WHAT YOU HAVE TO DO: Identify and copy all lines of the material where the string "fabs" is found.
►
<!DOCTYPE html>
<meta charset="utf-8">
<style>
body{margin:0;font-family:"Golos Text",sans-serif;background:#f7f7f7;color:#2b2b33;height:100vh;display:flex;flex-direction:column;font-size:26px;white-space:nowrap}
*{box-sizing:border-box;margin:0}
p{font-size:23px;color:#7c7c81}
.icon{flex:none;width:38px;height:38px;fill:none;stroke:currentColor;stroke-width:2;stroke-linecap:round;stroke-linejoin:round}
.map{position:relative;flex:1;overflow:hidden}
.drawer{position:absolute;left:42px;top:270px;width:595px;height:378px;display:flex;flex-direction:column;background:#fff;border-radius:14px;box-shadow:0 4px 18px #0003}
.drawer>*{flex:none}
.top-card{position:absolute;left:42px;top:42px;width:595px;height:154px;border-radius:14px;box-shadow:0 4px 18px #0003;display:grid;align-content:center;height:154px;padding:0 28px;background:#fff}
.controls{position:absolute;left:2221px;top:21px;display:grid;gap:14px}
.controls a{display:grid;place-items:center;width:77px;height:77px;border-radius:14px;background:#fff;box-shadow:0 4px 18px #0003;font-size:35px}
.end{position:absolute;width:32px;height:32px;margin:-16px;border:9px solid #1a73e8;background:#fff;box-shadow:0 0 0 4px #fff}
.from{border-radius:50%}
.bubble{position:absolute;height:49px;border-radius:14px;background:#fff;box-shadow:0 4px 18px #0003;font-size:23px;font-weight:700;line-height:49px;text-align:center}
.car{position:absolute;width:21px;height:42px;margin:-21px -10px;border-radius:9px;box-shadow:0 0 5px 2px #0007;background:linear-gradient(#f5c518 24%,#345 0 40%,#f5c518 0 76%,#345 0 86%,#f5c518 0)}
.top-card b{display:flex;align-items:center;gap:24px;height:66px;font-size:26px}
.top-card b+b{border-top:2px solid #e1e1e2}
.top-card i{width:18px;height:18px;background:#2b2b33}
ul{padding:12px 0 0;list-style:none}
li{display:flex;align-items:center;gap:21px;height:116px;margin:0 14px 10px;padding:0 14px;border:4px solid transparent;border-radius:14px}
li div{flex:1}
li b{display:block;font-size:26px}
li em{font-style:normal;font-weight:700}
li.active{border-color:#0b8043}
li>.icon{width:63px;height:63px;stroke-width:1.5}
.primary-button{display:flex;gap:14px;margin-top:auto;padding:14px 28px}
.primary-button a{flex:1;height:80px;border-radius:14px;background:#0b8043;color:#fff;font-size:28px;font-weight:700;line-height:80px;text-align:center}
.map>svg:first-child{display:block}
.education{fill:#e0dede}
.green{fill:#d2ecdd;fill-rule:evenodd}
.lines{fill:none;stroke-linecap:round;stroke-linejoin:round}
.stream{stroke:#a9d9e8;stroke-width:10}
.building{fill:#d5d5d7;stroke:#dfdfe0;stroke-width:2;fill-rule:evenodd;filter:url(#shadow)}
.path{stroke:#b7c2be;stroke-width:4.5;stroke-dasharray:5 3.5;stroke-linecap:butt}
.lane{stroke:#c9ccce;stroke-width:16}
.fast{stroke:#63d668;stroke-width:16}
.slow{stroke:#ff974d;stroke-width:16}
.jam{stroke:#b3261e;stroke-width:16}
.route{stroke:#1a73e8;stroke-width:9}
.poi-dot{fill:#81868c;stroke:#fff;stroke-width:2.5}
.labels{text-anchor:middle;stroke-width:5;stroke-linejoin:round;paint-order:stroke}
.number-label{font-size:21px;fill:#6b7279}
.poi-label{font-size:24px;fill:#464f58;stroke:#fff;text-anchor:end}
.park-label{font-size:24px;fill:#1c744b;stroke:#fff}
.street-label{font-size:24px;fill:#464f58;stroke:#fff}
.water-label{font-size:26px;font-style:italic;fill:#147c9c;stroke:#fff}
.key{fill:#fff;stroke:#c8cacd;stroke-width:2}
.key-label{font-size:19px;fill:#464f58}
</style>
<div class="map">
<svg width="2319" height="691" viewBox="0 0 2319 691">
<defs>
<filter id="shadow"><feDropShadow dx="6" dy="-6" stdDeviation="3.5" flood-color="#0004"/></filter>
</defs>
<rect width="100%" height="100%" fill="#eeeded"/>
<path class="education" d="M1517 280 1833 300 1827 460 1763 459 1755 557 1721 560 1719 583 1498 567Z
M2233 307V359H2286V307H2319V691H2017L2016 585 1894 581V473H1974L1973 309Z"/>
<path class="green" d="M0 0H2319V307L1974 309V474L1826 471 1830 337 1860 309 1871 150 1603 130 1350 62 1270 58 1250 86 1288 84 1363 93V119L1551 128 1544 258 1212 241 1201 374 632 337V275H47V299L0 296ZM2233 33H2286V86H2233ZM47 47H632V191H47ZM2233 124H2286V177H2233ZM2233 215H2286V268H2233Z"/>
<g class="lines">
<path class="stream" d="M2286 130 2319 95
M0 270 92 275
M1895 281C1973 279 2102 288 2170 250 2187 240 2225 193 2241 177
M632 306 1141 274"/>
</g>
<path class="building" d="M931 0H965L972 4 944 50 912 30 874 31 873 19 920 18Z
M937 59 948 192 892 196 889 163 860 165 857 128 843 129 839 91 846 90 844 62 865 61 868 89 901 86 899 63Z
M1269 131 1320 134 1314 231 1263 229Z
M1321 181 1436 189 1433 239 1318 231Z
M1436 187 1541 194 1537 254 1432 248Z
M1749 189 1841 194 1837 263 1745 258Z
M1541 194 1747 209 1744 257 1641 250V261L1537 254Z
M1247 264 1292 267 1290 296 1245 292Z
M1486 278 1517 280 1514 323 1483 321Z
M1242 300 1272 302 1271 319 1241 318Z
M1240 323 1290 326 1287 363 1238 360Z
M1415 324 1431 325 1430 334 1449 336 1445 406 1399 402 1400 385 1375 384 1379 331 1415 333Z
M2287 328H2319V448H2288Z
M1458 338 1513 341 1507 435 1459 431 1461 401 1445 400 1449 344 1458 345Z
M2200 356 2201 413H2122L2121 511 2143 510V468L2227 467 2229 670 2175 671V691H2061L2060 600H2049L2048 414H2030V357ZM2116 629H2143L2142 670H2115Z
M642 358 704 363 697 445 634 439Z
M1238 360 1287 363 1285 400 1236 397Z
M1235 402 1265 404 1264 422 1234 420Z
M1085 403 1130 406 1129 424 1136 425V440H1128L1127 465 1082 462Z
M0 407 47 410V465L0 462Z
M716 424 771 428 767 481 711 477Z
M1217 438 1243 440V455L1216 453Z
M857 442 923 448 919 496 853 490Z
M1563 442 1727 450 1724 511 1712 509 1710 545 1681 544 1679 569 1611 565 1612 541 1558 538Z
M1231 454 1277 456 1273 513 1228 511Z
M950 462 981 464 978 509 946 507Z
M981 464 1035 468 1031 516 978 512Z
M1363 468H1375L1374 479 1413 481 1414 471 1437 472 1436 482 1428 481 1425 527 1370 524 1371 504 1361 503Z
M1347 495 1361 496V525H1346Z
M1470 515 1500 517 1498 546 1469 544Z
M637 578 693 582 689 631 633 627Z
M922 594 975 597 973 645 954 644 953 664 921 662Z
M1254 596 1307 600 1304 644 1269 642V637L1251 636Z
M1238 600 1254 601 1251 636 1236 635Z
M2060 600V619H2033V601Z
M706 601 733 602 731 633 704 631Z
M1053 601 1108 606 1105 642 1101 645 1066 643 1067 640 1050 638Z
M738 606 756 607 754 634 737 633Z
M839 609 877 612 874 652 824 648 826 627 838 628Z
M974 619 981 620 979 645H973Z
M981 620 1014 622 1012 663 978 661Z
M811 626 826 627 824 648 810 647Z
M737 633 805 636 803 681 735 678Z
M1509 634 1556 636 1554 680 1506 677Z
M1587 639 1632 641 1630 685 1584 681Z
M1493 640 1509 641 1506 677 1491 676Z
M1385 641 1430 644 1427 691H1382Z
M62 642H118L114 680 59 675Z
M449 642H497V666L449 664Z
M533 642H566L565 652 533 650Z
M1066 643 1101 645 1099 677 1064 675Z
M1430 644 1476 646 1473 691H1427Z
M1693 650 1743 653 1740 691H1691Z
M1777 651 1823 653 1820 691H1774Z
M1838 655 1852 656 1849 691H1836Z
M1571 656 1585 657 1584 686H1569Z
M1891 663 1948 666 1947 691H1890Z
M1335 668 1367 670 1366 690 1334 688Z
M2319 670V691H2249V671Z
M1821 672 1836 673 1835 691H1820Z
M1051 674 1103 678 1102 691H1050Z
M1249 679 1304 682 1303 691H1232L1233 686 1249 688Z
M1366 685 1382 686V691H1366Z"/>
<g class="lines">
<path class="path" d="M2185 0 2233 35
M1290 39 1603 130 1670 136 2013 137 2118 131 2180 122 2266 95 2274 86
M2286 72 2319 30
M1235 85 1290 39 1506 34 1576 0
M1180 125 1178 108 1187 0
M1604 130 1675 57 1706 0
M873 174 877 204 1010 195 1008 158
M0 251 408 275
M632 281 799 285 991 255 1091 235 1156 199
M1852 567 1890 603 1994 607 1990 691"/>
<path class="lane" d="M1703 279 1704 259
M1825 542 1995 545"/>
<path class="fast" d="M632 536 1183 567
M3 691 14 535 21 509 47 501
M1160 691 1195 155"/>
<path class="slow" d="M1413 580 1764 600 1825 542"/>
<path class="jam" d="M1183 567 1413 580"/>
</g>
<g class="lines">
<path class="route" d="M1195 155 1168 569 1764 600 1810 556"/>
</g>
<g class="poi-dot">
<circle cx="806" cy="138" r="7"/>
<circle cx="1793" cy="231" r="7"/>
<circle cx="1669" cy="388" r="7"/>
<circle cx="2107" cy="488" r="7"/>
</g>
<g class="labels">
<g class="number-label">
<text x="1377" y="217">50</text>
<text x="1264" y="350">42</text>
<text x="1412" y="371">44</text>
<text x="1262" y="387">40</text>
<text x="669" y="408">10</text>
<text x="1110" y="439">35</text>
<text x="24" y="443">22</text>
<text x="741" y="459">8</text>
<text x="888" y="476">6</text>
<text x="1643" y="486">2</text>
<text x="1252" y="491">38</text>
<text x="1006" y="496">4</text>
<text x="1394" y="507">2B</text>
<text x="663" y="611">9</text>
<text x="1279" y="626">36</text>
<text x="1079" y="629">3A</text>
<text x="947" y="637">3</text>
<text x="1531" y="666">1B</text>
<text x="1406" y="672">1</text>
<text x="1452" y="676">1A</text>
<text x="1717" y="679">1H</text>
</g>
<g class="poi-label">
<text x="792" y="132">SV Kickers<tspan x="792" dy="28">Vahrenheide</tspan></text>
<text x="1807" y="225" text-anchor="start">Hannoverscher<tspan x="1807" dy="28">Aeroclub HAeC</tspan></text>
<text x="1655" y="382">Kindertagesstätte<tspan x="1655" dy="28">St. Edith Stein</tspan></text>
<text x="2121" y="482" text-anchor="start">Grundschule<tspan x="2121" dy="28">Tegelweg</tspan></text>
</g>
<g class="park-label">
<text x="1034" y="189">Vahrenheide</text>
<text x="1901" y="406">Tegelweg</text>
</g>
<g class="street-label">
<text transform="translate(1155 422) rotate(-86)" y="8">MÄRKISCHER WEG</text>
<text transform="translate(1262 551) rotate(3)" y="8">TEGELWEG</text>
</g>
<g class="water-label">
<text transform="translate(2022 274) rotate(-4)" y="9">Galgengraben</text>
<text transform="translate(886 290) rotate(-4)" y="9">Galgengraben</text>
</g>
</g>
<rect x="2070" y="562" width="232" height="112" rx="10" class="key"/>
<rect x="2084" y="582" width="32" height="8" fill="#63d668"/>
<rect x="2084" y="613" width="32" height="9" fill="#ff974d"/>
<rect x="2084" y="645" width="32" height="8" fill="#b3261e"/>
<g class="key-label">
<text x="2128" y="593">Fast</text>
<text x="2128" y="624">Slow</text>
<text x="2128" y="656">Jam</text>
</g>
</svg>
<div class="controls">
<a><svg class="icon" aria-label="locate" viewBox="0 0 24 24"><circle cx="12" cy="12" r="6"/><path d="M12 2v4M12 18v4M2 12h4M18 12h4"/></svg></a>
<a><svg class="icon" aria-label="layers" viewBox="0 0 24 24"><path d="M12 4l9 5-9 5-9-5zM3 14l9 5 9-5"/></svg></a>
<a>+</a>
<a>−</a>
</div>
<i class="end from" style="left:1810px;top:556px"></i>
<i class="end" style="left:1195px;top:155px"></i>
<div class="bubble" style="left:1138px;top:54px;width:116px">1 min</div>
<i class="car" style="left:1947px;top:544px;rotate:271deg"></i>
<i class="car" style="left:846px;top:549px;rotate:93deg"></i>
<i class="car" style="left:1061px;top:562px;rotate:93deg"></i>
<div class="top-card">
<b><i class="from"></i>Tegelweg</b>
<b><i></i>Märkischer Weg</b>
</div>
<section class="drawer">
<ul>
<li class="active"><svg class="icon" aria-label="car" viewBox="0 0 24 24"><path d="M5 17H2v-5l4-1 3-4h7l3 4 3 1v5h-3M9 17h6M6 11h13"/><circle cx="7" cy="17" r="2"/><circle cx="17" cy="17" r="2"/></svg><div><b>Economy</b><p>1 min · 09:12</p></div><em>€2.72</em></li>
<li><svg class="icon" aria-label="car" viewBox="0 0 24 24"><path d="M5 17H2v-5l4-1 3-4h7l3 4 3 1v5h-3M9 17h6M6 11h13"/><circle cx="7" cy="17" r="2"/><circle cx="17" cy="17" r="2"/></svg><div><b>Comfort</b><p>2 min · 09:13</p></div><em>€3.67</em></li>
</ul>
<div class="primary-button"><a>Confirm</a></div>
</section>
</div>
◄
►
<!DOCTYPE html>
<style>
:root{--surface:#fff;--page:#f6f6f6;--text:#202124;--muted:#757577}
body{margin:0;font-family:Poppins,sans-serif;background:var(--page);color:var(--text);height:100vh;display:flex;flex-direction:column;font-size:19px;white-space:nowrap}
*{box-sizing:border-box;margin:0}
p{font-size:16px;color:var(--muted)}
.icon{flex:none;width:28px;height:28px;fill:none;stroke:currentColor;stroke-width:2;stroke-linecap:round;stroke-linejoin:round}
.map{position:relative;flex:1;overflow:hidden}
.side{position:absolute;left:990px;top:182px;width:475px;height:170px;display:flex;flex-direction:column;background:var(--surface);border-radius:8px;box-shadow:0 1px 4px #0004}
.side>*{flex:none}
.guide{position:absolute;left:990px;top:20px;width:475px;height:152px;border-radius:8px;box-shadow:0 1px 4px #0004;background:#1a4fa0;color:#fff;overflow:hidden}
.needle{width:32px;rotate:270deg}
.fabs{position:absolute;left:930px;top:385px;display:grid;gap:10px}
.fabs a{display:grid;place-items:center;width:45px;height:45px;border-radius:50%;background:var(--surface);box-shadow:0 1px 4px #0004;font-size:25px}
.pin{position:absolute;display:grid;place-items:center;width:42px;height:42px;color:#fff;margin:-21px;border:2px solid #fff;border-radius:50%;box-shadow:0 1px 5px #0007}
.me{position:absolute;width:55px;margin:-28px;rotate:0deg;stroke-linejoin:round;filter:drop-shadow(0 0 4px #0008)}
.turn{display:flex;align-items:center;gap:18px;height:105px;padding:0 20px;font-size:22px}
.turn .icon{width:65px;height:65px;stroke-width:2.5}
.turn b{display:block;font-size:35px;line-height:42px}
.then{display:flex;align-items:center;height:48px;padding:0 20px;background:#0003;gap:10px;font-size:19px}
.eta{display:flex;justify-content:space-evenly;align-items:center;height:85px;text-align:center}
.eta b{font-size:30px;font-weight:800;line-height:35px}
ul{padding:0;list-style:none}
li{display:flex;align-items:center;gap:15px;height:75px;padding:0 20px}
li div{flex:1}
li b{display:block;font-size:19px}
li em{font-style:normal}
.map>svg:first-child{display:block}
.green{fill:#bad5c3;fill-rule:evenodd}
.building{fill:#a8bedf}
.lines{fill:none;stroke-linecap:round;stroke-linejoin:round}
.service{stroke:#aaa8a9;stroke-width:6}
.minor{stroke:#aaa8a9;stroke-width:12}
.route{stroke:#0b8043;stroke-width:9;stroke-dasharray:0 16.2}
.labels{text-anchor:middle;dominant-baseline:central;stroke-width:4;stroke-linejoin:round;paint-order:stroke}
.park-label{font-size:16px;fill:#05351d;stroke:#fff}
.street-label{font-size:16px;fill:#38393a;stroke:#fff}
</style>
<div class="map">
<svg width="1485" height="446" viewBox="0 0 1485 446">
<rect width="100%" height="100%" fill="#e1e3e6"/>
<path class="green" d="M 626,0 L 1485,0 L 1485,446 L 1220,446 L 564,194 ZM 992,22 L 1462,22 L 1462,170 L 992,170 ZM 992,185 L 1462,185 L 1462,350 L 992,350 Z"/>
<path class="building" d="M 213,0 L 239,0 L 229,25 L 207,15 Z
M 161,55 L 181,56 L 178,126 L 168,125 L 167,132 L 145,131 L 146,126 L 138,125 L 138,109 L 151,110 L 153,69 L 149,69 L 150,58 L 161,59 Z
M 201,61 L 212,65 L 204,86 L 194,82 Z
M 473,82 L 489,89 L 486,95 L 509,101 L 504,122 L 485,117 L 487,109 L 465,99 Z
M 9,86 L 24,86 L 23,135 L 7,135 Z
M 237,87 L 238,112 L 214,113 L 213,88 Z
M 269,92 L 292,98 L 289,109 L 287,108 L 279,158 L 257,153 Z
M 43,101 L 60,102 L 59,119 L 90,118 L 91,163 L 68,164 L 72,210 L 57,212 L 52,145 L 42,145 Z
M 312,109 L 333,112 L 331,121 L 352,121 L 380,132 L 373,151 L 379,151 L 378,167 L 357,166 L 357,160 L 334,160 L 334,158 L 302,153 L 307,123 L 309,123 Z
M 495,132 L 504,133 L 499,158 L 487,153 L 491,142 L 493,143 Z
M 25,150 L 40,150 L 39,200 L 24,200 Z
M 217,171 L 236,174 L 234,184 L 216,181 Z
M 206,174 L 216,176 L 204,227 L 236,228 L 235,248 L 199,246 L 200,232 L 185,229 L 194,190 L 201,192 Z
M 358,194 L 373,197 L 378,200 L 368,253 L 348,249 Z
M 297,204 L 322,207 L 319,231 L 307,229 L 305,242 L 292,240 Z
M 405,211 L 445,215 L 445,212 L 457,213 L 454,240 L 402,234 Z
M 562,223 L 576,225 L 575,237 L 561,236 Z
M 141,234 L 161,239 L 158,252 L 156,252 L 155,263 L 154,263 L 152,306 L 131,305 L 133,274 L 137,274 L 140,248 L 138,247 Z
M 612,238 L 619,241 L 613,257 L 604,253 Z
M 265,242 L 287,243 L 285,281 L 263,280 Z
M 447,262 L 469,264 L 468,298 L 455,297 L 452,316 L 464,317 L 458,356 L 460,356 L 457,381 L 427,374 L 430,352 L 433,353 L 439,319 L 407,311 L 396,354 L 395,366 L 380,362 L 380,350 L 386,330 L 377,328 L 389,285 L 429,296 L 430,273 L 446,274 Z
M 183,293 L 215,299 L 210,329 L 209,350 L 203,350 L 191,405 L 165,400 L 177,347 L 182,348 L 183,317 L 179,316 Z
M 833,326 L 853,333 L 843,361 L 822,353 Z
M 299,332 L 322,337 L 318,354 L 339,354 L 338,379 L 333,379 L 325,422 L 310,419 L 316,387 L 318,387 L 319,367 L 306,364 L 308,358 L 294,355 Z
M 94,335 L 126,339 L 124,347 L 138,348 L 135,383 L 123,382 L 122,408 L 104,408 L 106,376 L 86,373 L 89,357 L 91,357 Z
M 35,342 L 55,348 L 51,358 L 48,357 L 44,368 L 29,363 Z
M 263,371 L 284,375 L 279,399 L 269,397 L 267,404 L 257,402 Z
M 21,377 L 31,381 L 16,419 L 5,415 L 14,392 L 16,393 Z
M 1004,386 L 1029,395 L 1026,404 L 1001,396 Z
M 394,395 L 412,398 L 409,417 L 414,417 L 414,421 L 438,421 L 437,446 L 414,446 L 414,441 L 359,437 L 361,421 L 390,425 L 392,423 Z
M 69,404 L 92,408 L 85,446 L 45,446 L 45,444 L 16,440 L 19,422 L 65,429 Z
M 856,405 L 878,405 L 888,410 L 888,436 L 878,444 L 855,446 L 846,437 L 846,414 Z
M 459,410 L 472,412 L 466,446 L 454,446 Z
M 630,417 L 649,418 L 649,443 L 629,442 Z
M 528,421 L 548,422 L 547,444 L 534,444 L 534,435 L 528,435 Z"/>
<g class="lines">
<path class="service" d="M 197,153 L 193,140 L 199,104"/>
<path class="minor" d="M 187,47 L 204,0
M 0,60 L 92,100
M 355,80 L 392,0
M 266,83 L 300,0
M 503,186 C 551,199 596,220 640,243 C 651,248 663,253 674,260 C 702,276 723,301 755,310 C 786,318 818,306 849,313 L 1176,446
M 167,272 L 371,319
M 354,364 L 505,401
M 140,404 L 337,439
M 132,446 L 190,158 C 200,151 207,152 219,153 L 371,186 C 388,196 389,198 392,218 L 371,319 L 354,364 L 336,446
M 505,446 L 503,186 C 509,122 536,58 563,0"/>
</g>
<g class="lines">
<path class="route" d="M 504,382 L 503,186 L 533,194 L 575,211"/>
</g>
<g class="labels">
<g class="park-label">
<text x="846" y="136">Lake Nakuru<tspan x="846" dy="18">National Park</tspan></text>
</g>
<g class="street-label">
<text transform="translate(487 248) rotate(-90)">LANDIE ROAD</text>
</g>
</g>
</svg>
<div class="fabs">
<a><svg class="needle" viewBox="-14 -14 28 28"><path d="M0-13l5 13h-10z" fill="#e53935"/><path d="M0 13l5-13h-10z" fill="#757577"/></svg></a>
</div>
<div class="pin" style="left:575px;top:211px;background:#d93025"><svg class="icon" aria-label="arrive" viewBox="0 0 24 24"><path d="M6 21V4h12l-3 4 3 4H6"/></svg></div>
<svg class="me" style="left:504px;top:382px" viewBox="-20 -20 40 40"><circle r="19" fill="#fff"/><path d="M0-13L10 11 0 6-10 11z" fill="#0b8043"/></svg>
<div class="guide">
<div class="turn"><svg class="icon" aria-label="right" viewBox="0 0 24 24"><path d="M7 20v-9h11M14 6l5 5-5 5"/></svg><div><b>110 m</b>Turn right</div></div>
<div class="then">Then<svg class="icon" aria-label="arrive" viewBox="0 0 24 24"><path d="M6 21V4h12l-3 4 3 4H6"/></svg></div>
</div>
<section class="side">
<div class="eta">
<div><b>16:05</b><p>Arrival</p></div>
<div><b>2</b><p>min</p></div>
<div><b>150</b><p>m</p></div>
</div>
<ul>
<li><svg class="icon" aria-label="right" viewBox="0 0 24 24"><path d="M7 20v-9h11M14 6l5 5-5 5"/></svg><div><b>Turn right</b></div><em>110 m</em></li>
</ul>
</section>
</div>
◄
THE ANSWER:
.fabs{position:absolute;left:930px;top:385px;display:grid;gap:10px}
.fabs a{display:grid;place-items:center;width:45px;height:45px;border-radius:50%;background:var(--surface);box-shadow:0 1px 4px #0004;font-size:25px}
<div class="fabs">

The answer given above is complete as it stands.